Acquiring an SRL in Moldova is strategically advantageous if the investor aims for immediate market entry or to obtain unique assets. However, the success of the transaction depends entirely on the depth of the preliminary risk analysis and readiness for integration into a rapidly changing tax environment.

A. Recommendations for Structuring the Transaction (Purchase Agreement Key Terms)

  1. Enhanced Representations and Warranties (W&I): In light of increased tax compliance and the implementation of BEPS, the Purchase Agreement must include extensive seller representations regarding tax cleanliness, the absence of hidden obligations related to transfer pricing, and the completeness of disclosure regarding related parties.[1]
  2. Escrow or Holdback Mechanism: It is recommended to retain a substantial portion of the purchase price in an escrow account or through a holdback mechanism for a period of 12–24 months. This will provide financial coverage for potential tax assessments or other legal risks identified during DD that may materialize after the transfer of ownership.
  3. Determination of Value for the Notary: The Purchase Agreement must clearly specify the appraised value of the assets, especially real estate, to avoid disagreements with the notary and an unforeseen increase in notarial fees, which are calculated based on the appraised value, not solely the stated price.[6]

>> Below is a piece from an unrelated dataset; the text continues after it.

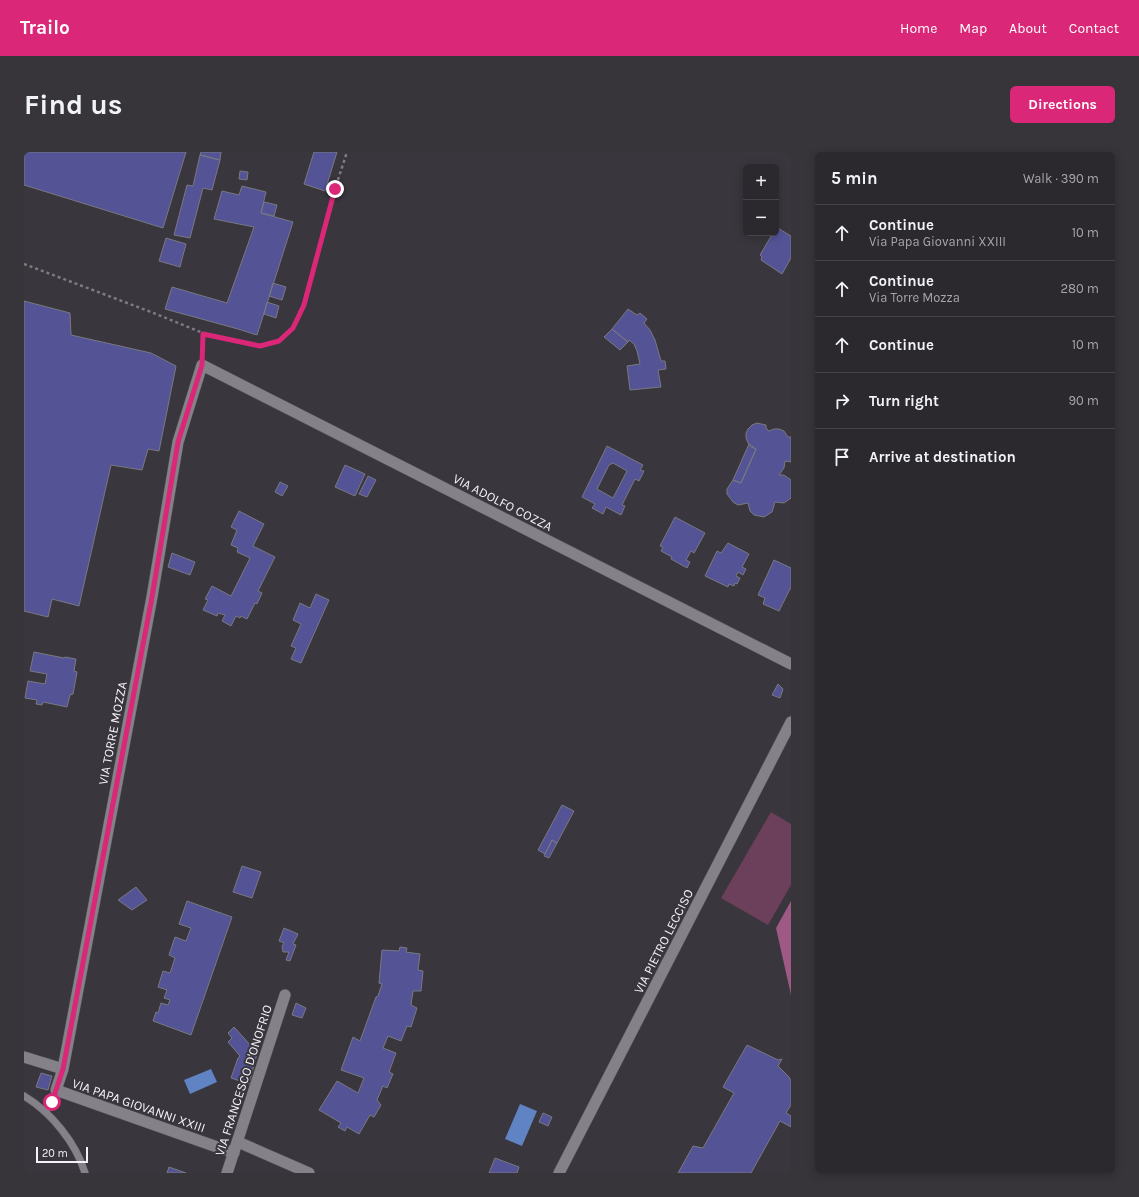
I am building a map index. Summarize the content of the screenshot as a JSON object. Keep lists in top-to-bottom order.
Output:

B. Post-Acquisition Integration Action Plan

After the successful notarization of the transaction and registration of changes with the Agency for Public Services (ASP) [5], the investor must immediately proceed with the following integration steps:

  1. Update of Accounting Policies and IT Infrastructure: Immediate adaptation of internal accounting, IT systems, and accounting policies to the requirements of FlagMAN-D and the new reporting rules coming into effect in 2025.[1]
  2. Implementation of Compliance Control: Conducting mandatory training for key financial and legal personnel on the new tax deduction rules, as well as on international compliance, especially regarding transfer pricing documentation.
  3. Use of Tax Benefits: Ensure the immediate use of expanded tax deductions, such as compensation for childcare services [2] and education expenses, which will allow optimizing the taxable base of the SRL from the early stages of ownership.

Please note: This material is an expert analysis. For concluding transactions, consultation with qualified lawyers and tax advisors is always required.